● **Records shown**:
┄┄┄┄┄┄┄┄┄┄
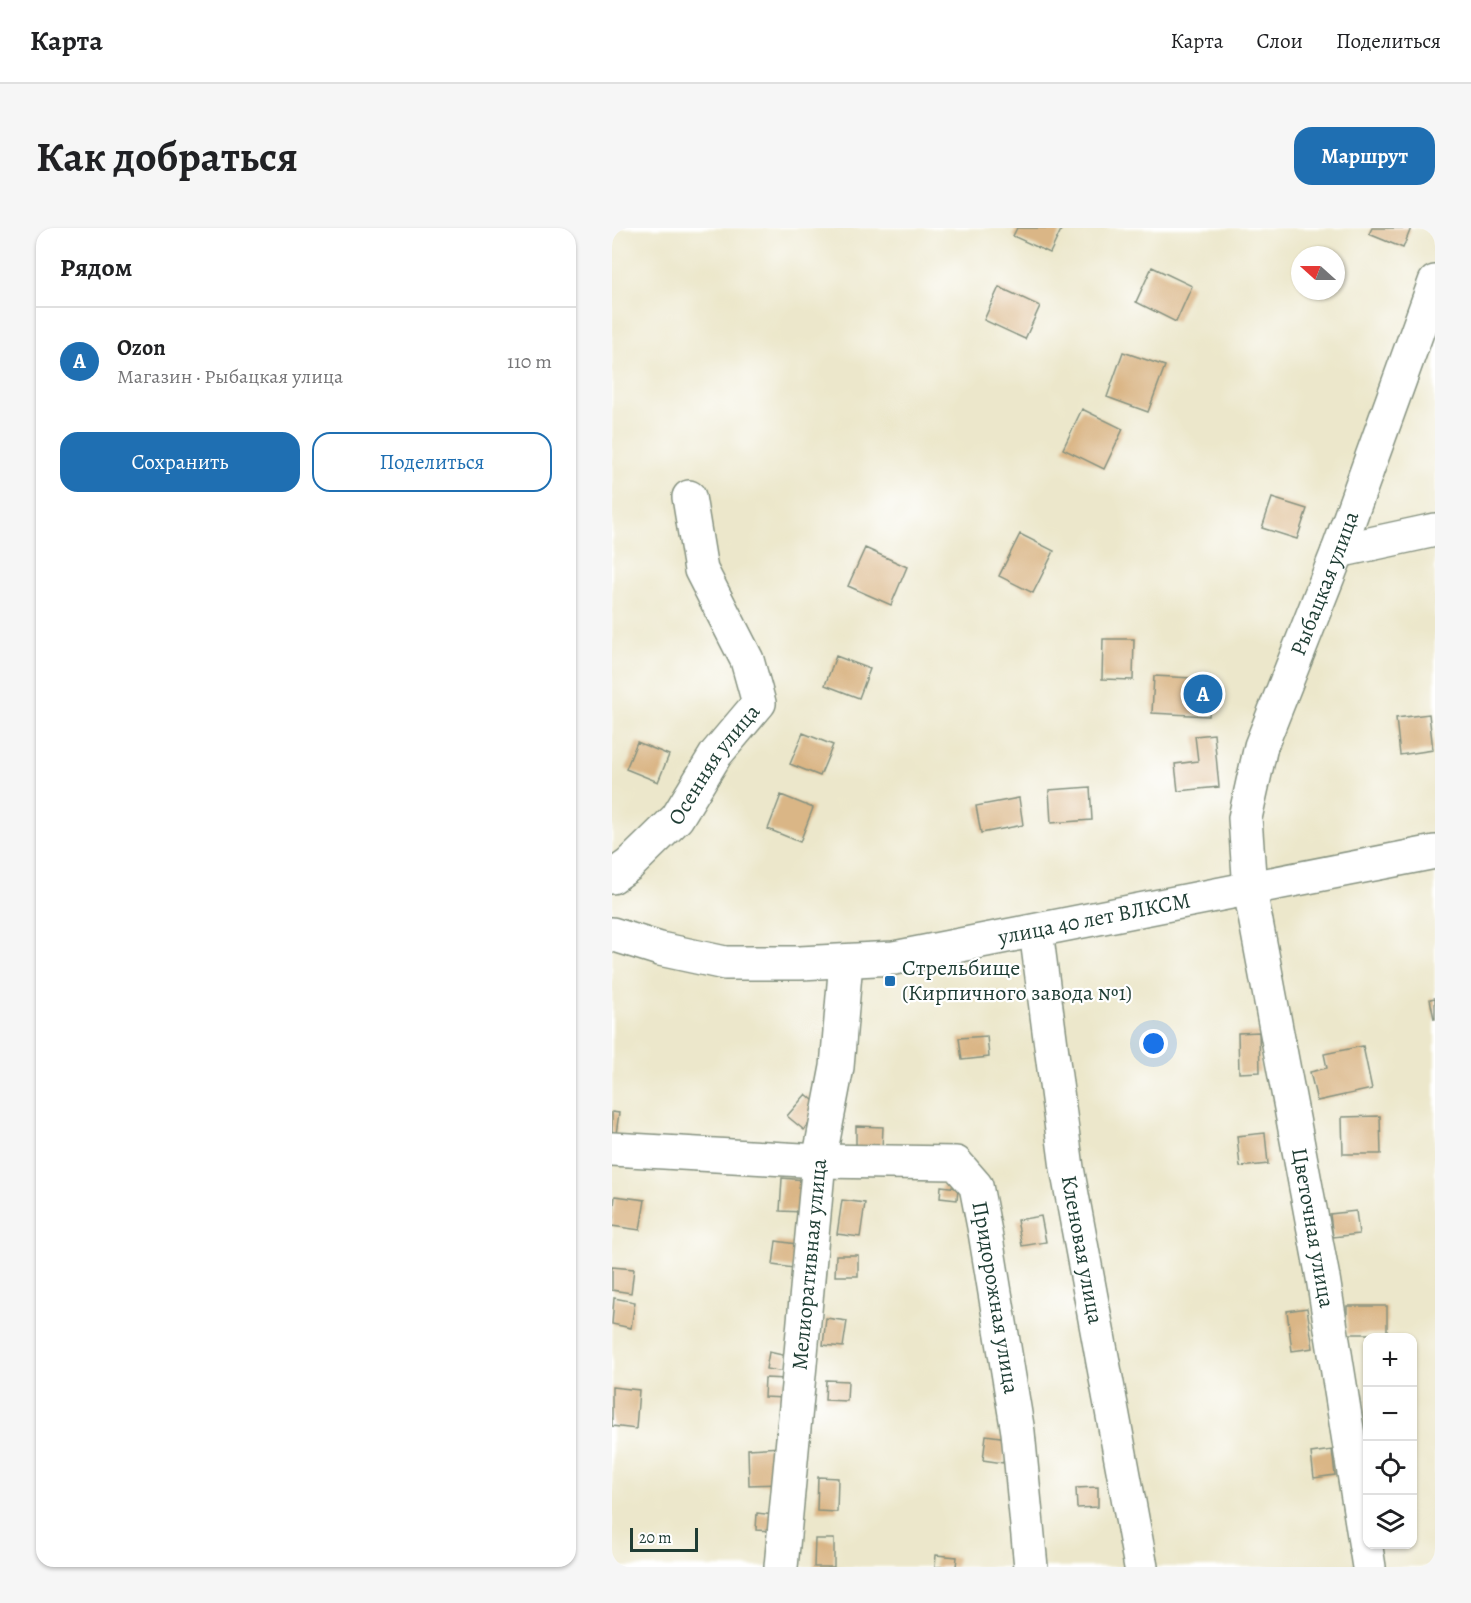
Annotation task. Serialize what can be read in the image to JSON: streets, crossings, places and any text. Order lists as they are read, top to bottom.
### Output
{
  "streets": {
    "street": [
      "Рыбацкая улица",
      "Осенняя улица",
      "улица 40 лет ВЛКСМ",
      "Цветочная улица",
      "Кленовая улица",
      "Мелиоративная улица",
      "Придорожная улица"
    ]
  },
  "crossings": [
    ["Рыбацкая улица", "улица 40 лет ВЛКСМ"],
    ["Рыбацкая улица", "Цветочная улица"],
    ["улица 40 лет ВЛКСМ", "Цветочная улица"],
    ["улица 40 лет ВЛКСМ", "Кленовая улица"],
    ["улица 40 лет ВЛКСМ", "Мелиоративная улица"],
    ["Мелиоративная улица", "Придорожная улица"]
  ],
  "places": {
    "transit": ["Стрельбище (Кирпичного завода №1)"]
  },
  "scale_bar": "20 m",
  "north": "left",
  "page": {
    "header": "Карта",
    "nav": ["Карта", "Слои", "Поделиться"],
    "buttons": [
      "Маршрут",
      ["Сохранить", "Поделиться"]
    ],
    "title": "Как добраться",
    "heading": "Рядом",
    "list": [
      {
        "mark": "A",
        "name": "Ozon",
        "note": "Магазин · Рыбацкая улица",
        "value": "110 m"
      }
    ],
    "pins": "A",
    "map_buttons": ["+", "−"],
    "scale": "20 m"
  }
}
┄┄┄┄┄┄┄┄┄┄
● **Task goal**:
For every line of the material that holds the word "Придорожная", make a copy.

● **Solution**:
      "Придорожная улица"
    ["Мелиоративная улица", "Придорожная улица"]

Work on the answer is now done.